### Task requirements
Each line with the string "text" is to be copied from the records below.

Given entries section start

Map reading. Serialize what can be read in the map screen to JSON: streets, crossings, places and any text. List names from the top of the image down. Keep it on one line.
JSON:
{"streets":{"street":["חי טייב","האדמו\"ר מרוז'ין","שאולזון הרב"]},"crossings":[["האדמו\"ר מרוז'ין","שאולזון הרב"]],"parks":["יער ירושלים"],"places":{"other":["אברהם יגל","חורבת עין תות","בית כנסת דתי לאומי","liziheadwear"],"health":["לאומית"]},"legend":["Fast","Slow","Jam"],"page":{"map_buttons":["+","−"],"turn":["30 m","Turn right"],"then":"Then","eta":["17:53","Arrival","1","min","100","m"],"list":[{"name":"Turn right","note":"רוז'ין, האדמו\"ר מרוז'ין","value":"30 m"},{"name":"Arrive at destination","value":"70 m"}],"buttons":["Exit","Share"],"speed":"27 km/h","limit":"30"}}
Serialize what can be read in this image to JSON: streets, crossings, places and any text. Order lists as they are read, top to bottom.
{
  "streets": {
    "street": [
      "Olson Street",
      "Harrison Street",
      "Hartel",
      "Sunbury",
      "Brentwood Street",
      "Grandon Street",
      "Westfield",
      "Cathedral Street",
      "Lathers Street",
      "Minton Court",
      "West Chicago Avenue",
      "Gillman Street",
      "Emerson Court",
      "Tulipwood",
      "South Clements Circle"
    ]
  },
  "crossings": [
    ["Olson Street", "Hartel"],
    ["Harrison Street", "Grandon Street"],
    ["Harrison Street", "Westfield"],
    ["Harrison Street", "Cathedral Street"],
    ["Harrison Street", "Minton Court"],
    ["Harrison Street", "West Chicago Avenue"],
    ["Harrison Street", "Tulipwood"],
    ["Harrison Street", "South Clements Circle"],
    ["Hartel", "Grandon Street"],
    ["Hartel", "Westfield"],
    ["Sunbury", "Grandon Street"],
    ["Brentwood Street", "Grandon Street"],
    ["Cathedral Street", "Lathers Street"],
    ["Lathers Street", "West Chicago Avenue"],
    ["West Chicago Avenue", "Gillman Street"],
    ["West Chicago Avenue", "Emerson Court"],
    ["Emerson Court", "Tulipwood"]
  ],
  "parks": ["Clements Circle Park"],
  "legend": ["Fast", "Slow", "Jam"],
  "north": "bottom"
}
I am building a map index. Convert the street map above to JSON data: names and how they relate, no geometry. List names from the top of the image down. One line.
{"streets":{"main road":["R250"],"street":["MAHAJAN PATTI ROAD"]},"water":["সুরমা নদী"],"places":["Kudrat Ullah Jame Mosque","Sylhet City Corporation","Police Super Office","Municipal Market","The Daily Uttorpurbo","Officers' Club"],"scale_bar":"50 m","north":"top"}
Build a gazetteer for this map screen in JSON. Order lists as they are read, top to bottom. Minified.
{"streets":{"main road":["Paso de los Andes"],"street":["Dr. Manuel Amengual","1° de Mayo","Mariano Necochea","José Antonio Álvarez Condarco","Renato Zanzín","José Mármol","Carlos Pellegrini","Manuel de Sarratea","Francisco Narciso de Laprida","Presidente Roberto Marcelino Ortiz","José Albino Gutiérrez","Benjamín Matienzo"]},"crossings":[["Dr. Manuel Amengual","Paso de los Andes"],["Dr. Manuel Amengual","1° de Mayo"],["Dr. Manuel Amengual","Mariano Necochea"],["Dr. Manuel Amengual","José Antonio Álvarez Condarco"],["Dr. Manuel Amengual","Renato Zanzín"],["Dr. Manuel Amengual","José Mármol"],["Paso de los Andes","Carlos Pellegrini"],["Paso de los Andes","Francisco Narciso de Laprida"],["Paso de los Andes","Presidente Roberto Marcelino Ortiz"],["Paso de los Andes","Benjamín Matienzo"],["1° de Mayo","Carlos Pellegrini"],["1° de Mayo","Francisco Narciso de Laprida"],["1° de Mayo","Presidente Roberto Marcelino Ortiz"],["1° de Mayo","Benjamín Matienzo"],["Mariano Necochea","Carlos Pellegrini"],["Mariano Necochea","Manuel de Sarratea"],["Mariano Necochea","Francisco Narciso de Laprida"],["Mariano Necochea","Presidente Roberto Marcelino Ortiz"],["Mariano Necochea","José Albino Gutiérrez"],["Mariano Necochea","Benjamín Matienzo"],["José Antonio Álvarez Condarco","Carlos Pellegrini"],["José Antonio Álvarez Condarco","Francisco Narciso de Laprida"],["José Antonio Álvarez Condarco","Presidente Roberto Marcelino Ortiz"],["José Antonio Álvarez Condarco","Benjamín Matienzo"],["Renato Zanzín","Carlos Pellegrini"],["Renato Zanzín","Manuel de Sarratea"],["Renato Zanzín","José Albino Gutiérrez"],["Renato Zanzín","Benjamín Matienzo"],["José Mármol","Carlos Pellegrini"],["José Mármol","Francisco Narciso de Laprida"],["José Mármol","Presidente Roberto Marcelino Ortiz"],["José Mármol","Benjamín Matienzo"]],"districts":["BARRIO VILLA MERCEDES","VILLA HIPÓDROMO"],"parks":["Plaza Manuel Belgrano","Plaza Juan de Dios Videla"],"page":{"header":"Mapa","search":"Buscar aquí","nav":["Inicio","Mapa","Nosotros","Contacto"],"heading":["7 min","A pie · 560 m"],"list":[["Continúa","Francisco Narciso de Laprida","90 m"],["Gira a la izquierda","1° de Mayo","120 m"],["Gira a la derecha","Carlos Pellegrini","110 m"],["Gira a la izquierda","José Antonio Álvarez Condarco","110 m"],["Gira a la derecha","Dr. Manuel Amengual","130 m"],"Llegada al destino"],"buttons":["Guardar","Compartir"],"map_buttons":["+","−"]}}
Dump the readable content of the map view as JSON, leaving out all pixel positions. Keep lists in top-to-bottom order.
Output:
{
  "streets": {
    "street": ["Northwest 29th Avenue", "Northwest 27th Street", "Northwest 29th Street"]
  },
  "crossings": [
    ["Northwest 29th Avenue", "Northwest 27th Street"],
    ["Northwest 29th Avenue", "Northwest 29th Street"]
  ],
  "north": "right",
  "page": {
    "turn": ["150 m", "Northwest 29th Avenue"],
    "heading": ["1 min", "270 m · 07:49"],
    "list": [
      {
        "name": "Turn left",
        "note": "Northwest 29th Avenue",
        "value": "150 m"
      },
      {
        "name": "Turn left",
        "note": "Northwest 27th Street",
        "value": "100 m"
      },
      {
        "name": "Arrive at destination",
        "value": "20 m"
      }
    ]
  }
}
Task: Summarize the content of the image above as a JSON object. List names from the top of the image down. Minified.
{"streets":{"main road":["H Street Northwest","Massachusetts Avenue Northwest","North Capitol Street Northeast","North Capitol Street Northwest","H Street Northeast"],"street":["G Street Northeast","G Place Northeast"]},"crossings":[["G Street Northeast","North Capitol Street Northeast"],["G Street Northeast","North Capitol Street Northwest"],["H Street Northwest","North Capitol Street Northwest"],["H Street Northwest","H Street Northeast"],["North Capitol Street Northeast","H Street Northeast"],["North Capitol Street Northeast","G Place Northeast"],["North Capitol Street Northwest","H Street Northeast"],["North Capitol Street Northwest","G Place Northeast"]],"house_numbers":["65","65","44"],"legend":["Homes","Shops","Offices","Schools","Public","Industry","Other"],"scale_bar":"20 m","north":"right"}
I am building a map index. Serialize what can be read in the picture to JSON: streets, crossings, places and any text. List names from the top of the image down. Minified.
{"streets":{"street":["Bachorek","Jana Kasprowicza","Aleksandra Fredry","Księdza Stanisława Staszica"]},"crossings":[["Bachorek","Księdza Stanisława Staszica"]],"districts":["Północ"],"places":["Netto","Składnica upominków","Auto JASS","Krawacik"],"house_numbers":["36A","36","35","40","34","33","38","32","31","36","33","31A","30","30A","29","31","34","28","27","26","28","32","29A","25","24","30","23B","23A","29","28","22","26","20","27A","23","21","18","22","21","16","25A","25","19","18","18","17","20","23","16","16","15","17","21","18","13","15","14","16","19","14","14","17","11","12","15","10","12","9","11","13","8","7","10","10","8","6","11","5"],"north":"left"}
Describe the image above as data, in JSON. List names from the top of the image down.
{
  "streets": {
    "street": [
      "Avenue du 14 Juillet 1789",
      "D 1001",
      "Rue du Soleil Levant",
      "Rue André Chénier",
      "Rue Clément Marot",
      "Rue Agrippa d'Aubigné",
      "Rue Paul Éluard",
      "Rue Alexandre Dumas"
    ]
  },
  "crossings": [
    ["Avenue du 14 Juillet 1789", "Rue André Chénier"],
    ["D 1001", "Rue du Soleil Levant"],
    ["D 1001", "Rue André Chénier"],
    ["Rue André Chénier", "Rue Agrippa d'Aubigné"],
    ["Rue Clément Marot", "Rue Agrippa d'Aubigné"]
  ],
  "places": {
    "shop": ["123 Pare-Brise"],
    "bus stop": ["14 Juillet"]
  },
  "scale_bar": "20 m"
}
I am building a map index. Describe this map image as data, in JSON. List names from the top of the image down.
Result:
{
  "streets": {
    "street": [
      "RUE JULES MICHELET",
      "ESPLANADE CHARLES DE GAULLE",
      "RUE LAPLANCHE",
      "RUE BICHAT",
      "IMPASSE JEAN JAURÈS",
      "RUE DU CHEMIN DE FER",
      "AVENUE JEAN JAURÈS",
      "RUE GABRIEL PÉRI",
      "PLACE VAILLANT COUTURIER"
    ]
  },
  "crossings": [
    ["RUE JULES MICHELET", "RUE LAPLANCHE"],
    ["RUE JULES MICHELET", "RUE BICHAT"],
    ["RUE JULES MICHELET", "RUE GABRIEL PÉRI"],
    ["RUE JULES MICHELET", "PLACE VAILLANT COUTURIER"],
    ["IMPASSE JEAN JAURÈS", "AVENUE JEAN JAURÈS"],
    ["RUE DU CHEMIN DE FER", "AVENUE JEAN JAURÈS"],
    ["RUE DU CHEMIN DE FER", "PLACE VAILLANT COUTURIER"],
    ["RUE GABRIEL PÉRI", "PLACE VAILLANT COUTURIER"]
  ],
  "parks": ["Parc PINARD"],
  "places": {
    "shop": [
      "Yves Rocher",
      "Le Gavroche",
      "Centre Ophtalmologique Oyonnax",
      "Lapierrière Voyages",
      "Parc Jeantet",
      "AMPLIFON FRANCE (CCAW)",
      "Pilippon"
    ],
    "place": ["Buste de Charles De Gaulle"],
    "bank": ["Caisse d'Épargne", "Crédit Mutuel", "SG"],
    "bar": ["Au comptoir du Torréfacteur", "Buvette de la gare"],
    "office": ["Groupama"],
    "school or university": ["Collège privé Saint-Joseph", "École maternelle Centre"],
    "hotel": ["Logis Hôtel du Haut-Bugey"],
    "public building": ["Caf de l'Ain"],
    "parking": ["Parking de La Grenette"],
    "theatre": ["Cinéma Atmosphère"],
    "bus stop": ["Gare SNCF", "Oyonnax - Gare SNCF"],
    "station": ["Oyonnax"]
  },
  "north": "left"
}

Given entries section end

### Answer below
Map reading. Serialize what can be read in the map screen to JSON: streets, crossings, places and any text. List names from the top of the image down. Keep it on one line.
Serialize what can be read in this image to JSON: streets, crossings, places and any text. Order lists as they are read, top to bottom.
I am building a map index. Serialize what can be read in the picture to JSON: streets, crossings, places and any text. List names from the top of the image down. Minified.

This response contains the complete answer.